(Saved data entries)
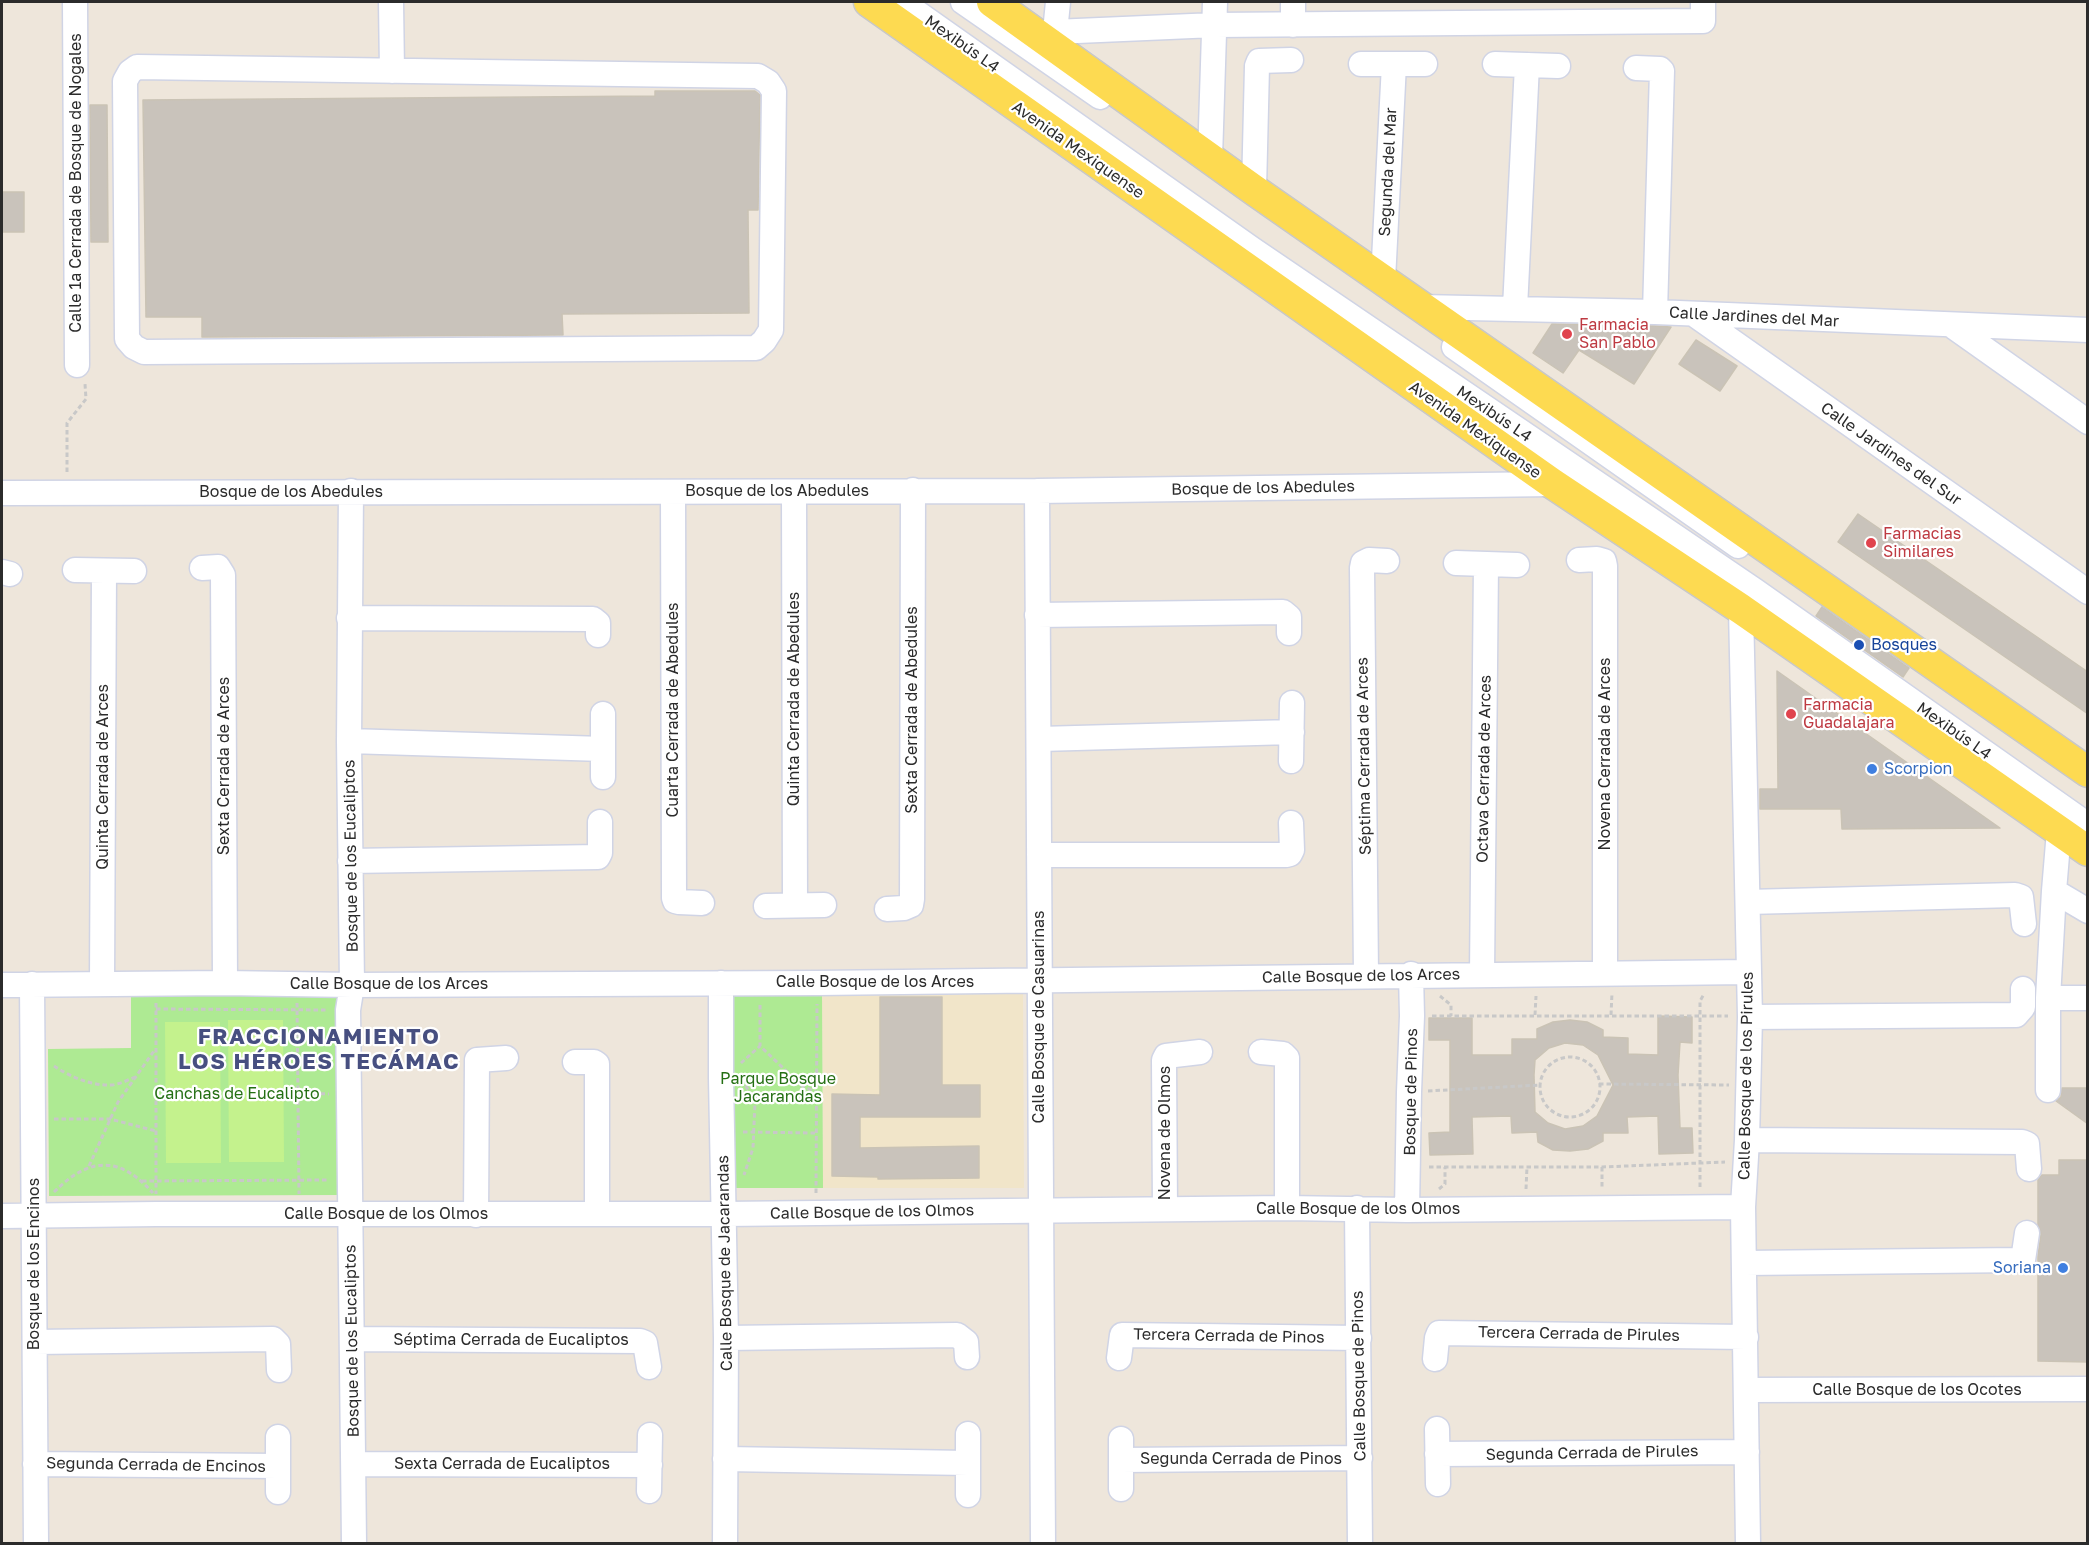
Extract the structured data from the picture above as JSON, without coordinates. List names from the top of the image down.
{
  "streets": {
    "main road": ["Avenida Mexiquense"],
    "street": [
      "Mexibús L4",
      "Segunda del Mar",
      "Calle 1a Cerrada de Bosque de Nogales",
      "Calle Jardines del Mar",
      "Calle Jardines del Sur",
      "Bosque de los Abedules",
      "Quinta Cerrada de Abedules",
      "Cuarta Cerrada de Abedules",
      "Sexta Cerrada de Abedules",
      "Novena Cerrada de Arces",
      "Séptima Cerrada de Arces",
      "Sexta Cerrada de Arces",
      "Octava Cerrada de Arces",
      "Quinta Cerrada de Arces",
      "Bosque de los Eucaliptos",
      "Calle Bosque de los Arces",
      "Calle Bosque de Casuarinas",
      "Calle Bosque de los Pirules",
      "Bosque de Pinos",
      "Novena de Olmos",
      "Calle Bosque de los Olmos",
      "Calle Bosque de Jacarandas",
      "Bosque de los Encinos",
      "Tercera Cerrada de Pirules",
      "Tercera Cerrada de Pinos",
      "Séptima Cerrada de Eucaliptos",
      "Calle Bosque de Pinos",
      "Calle Bosque de los Ocotes",
      "Segunda Cerrada de Pirules",
      "Segunda Cerrada de Pinos",
      "Sexta Cerrada de Eucaliptos",
      "Segunda Cerrada de Encinos"
    ]
  },
  "crossings": [
    ["Mexibús L4", "Avenida Mexiquense"],
    ["Avenida Mexiquense", "Bosque de los Abedules"],
    ["Avenida Mexiquense", "Calle Bosque de los Pirules"],
    ["Calle Jardines del Mar", "Calle Jardines del Sur"],
    ["Bosque de los Abedules", "Quinta Cerrada de Abedules"],
    ["Bosque de los Abedules", "Cuarta Cerrada de Abedules"],
    ["Bosque de los Abedules", "Sexta Cerrada de Abedules"],
    ["Bosque de los Abedules", "Bosque de los Eucaliptos"],
    ["Bosque de los Abedules", "Calle Bosque de Casuarinas"],
    ["Novena Cerrada de Arces", "Calle Bosque de los Arces"],
    ["Séptima Cerrada de Arces", "Calle Bosque de los Arces"],
    ["Sexta Cerrada de Arces", "Calle Bosque de los Arces"],
    ["Octava Cerrada de Arces", "Calle Bosque de los Arces"],
    ["Quinta Cerrada de Arces", "Calle Bosque de los Arces"],
    ["Bosque de los Eucaliptos", "Calle Bosque de los Arces"],
    ["Bosque de los Eucaliptos", "Calle Bosque de los Olmos"],
    ["Bosque de los Eucaliptos", "Séptima Cerrada de Eucaliptos"],
    ["Bosque de los Eucaliptos", "Sexta Cerrada de Eucaliptos"],
    ["Calle Bosque de los Arces", "Calle Bosque de Casuarinas"],
    ["Calle Bosque de los Arces", "Calle Bosque de los Pirules"],
    ["Calle Bosque de los Arces", "Bosque de Pinos"],
    ["Calle Bosque de los Arces", "Calle Bosque de Jacarandas"],
    ["Calle Bosque de los Arces", "Bosque de los Encinos"],
    ["Calle Bosque de Casuarinas", "Calle Bosque de los Olmos"],
    ["Calle Bosque de los Pirules", "Calle Bosque de los Olmos"],
    ["Calle Bosque de los Pirules", "Tercera Cerrada de Pirules"],
    ["Calle Bosque de los Pirules", "Calle Bosque de los Ocotes"],
    ["Calle Bosque de los Pirules", "Segunda Cerrada de Pirules"],
    ["Bosque de Pinos", "Calle Bosque de los Olmos"],
    ["Novena de Olmos", "Calle Bosque de los Olmos"],
    ["Calle Bosque de los Olmos", "Calle Bosque de Jacarandas"],
    ["Calle Bosque de los Olmos", "Bosque de los Encinos"],
    ["Calle Bosque de los Olmos", "Calle Bosque de Pinos"],
    ["Bosque de los Encinos", "Segunda Cerrada de Encinos"],
    ["Tercera Cerrada de Pinos", "Calle Bosque de Pinos"],
    ["Calle Bosque de Pinos", "Segunda Cerrada de Pinos"]
  ],
  "districts": ["FRACCIONAMIENTO LOS HÉROES TECÁMAC"],
  "parks": ["Parque Bosque Jacarandas", "Canchas de Eucalipto"],
  "places": [
    "Farmacia San Pablo",
    "Farmacias Similares",
    "Bosques",
    "Farmacia Guadalajara",
    "Scorpion",
    "Soriana"
  ]
}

* PROBLEM
Skip every picture and transcribe the data above exactly.

* WRITTEN SOLUTION
Extract the structured data from the picture above as JSON, without coordinates. List names from the top of the image down.
{
  "streets": {
    "main road": ["Avenida Mexiquense"],
    "street": [
      "Mexibús L4",
      "Segunda del Mar",
      "Calle 1a Cerrada de Bosque de Nogales",
      "Calle Jardines del Mar",
      "Calle Jardines del Sur",
      "Bosque de los Abedules",
      "Quinta Cerrada de Abedules",
      "Cuarta Cerrada de Abedules",
      "Sexta Cerrada de Abedules",
      "Novena Cerrada de Arces",
      "Séptima Cerrada de Arces",
      "Sexta Cerrada de Arces",
      "Octava Cerrada de Arces",
      "Quinta Cerrada de Arces",
      "Bosque de los Eucaliptos",
      "Calle Bosque de los Arces",
      "Calle Bosque de Casuarinas",
      "Calle Bosque de los Pirules",
      "Bosque de Pinos",
      "Novena de Olmos",
      "Calle Bosque de los Olmos",
      "Calle Bosque de Jacarandas",
      "Bosque de los Encinos",
      "Tercera Cerrada de Pirules",
      "Tercera Cerrada de Pinos",
      "Séptima Cerrada de Eucaliptos",
      "Calle Bosque de Pinos",
      "Calle Bosque de los Ocotes",
      "Segunda Cerrada de Pirules",
      "Segunda Cerrada de Pinos",
      "Sexta Cerrada de Eucaliptos",
      "Segunda Cerrada de Encinos"
    ]
  },
  "crossings": [
    ["Mexibús L4", "Avenida Mexiquense"],
    ["Avenida Mexiquense", "Bosque de los Abedules"],
    ["Avenida Mexiquense", "Calle Bosque de los Pirules"],
    ["Calle Jardines del Mar", "Calle Jardines del Sur"],
    ["Bosque de los Abedules", "Quinta Cerrada de Abedules"],
    ["Bosque de los Abedules", "Cuarta Cerrada de Abedules"],
    ["Bosque de los Abedules", "Sexta Cerrada de Abedules"],
    ["Bosque de los Abedules", "Bosque de los Eucaliptos"],
    ["Bosque de los Abedules", "Calle Bosque de Casuarinas"],
    ["Novena Cerrada de Arces", "Calle Bosque de los Arces"],
    ["Séptima Cerrada de Arces", "Calle Bosque de los Arces"],
    ["Sexta Cerrada de Arces", "Calle Bosque de los Arces"],
    ["Octava Cerrada de Arces", "Calle Bosque de los Arces"],
    ["Quinta Cerrada de Arces", "Calle Bosque de los Arces"],
    ["Bosque de los Eucaliptos", "Calle Bosque de los Arces"],
    ["Bosque de los Eucaliptos", "Calle Bosque de los Olmos"],
    ["Bosque de los Eucaliptos", "Séptima Cerrada de Eucaliptos"],
    ["Bosque de los Eucaliptos", "Sexta Cerrada de Eucaliptos"],
    ["Calle Bosque de los Arces", "Calle Bosque de Casuarinas"],
    ["Calle Bosque de los Arces", "Calle Bosque de los Pirules"],
    ["Calle Bosque de los Arces", "Bosque de Pinos"],
    ["Calle Bosque de los Arces", "Calle Bosque de Jacarandas"],
    ["Calle Bosque de los Arces", "Bosque de los Encinos"],
    ["Calle Bosque de Casuarinas", "Calle Bosque de los Olmos"],
    ["Calle Bosque de los Pirules", "Calle Bosque de los Olmos"],
    ["Calle Bosque de los Pirules", "Tercera Cerrada de Pirules"],
    ["Calle Bosque de los Pirules", "Calle Bosque de los Ocotes"],
    ["Calle Bosque de los Pirules", "Segunda Cerrada de Pirules"],
    ["Bosque de Pinos", "Calle Bosque de los Olmos"],
    ["Novena de Olmos", "Calle Bosque de los Olmos"],
    ["Calle Bosque de los Olmos", "Calle Bosque de Jacarandas"],
    ["Calle Bosque de los Olmos", "Bosque de los Encinos"],
    ["Calle Bosque de los Olmos", "Calle Bosque de Pinos"],
    ["Bosque de los Encinos", "Segunda Cerrada de Encinos"],
    ["Tercera Cerrada de Pinos", "Calle Bosque de Pinos"],
    ["Calle Bosque de Pinos", "Segunda Cerrada de Pinos"]
  ],
  "districts": ["FRACCIONAMIENTO LOS HÉROES TECÁMAC"],
  "parks": ["Parque Bosque Jacarandas", "Canchas de Eucalipto"],
  "places": [
    "Farmacia San Pablo",
    "Farmacias Similares",
    "Bosques",
    "Farmacia Guadalajara",
    "Scorpion",
    "Soriana"
  ]
}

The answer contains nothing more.